┌─ Source data

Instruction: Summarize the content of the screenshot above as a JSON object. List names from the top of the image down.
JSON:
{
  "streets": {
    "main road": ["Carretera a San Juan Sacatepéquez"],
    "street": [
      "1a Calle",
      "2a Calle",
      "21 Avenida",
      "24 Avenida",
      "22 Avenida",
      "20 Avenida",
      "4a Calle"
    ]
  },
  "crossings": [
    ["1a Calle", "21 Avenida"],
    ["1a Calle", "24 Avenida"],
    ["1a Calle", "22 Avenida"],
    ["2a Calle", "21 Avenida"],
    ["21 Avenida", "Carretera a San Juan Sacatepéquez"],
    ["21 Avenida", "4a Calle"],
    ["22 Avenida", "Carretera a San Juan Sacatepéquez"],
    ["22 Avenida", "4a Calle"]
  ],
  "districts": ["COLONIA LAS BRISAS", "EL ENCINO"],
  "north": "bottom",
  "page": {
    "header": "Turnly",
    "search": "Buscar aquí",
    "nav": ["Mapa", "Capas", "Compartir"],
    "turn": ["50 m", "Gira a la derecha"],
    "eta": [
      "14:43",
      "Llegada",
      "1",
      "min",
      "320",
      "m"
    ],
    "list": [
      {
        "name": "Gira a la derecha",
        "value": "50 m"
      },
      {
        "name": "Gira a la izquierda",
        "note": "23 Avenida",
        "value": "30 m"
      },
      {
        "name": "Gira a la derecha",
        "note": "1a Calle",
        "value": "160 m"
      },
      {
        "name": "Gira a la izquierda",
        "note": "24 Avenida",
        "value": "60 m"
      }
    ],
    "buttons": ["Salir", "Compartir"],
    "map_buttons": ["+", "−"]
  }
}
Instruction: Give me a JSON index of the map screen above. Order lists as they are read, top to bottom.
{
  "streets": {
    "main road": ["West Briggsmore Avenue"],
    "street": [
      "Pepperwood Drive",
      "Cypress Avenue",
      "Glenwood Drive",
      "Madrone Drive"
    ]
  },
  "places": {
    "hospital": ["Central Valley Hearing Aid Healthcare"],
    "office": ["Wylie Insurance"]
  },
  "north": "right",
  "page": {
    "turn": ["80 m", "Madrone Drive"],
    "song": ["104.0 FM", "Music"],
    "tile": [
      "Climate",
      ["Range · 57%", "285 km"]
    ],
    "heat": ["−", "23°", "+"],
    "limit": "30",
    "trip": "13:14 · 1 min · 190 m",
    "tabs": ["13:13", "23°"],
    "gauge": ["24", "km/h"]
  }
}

└─

= Assignment =
Filter the lines above, keeping each one that contains the string "value".

= Answer box =
        "value": "50 m"
        "value": "30 m"
        "value": "160 m"
        "value": "60 m"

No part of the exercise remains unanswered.